Try it:
Would you please reproduce all the entries word for word, minus the pictures?
========================
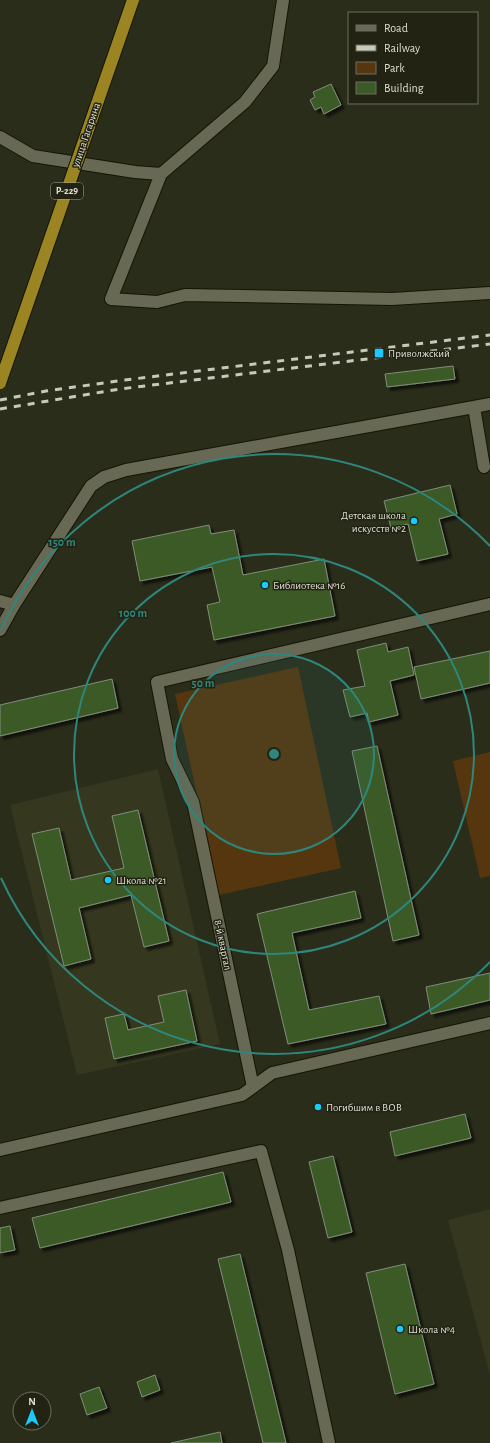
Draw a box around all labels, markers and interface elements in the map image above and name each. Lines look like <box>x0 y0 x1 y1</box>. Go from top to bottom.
legend <box>348 12 478 104</box>
text: Road <box>384 22 408 34</box>
text: Railway <box>384 42 420 55</box>
text: Park <box>384 62 405 74</box>
text: Building <box>384 82 424 94</box>
street label: улица Гагарина <box>69 101 102 170</box>
road number: Р-229 <box>51 183 83 199</box>
marker: Приволжский <box>373 347 385 359</box>
place label: Приволжский <box>388 348 450 359</box>
place label: Детская школа искусств №2 <box>341 510 406 534</box>
marker: Детская школа искусств №2 <box>409 516 419 526</box>
text: 150 m <box>48 536 76 548</box>
marker: Библиотека №16 <box>260 580 270 590</box>
place label: Библиотека №16 <box>273 580 345 591</box>
text: 100 m <box>119 607 147 619</box>
text: 50 m <box>192 677 215 689</box>
centre of rings <box>267 747 281 761</box>
marker: Школа №21 <box>103 875 113 885</box>
place label: Школа №21 <box>116 875 167 886</box>
street label: 8-й квартал <box>212 919 234 971</box>
marker: Погибшим в ВОВ <box>313 1102 323 1112</box>
place label: Погибшим в ВОВ <box>326 1102 402 1113</box>
marker: Школа №4 <box>395 1324 405 1334</box>
place label: Школа №4 <box>408 1324 455 1335</box>
north arrow <box>12 1391 52 1431</box>
text: N <box>28 1396 36 1407</box>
========================
Worked solution:
Draw a box around all labels, markers and interface elements in the map image above and name each. Lines look like <box>x0 y0 x1 y1</box>. Go from top to bottom.
legend <box>348 12 478 104</box>
text: Road <box>384 22 408 34</box>
text: Railway <box>384 42 420 55</box>
text: Park <box>384 62 405 74</box>
text: Building <box>384 82 424 94</box>
street label: улица Гагарина <box>69 101 102 170</box>
road number: Р-229 <box>51 183 83 199</box>
marker: Приволжский <box>373 347 385 359</box>
place label: Приволжский <box>388 348 450 359</box>
place label: Детская школа искусств №2 <box>341 510 406 534</box>
marker: Детская школа искусств №2 <box>409 516 419 526</box>
text: 150 m <box>48 536 76 548</box>
marker: Библиотека №16 <box>260 580 270 590</box>
place label: Библиотека №16 <box>273 580 345 591</box>
text: 100 m <box>119 607 147 619</box>
text: 50 m <box>192 677 215 689</box>
centre of rings <box>267 747 281 761</box>
marker: Школа №21 <box>103 875 113 885</box>
place label: Школа №21 <box>116 875 167 886</box>
street label: 8-й квартал <box>212 919 234 971</box>
marker: Погибшим в ВОВ <box>313 1102 323 1112</box>
place label: Погибшим в ВОВ <box>326 1102 402 1113</box>
marker: Школа №4 <box>395 1324 405 1334</box>
place label: Школа №4 <box>408 1324 455 1335</box>
north arrow <box>12 1391 52 1431</box>
text: N <box>28 1396 36 1407</box>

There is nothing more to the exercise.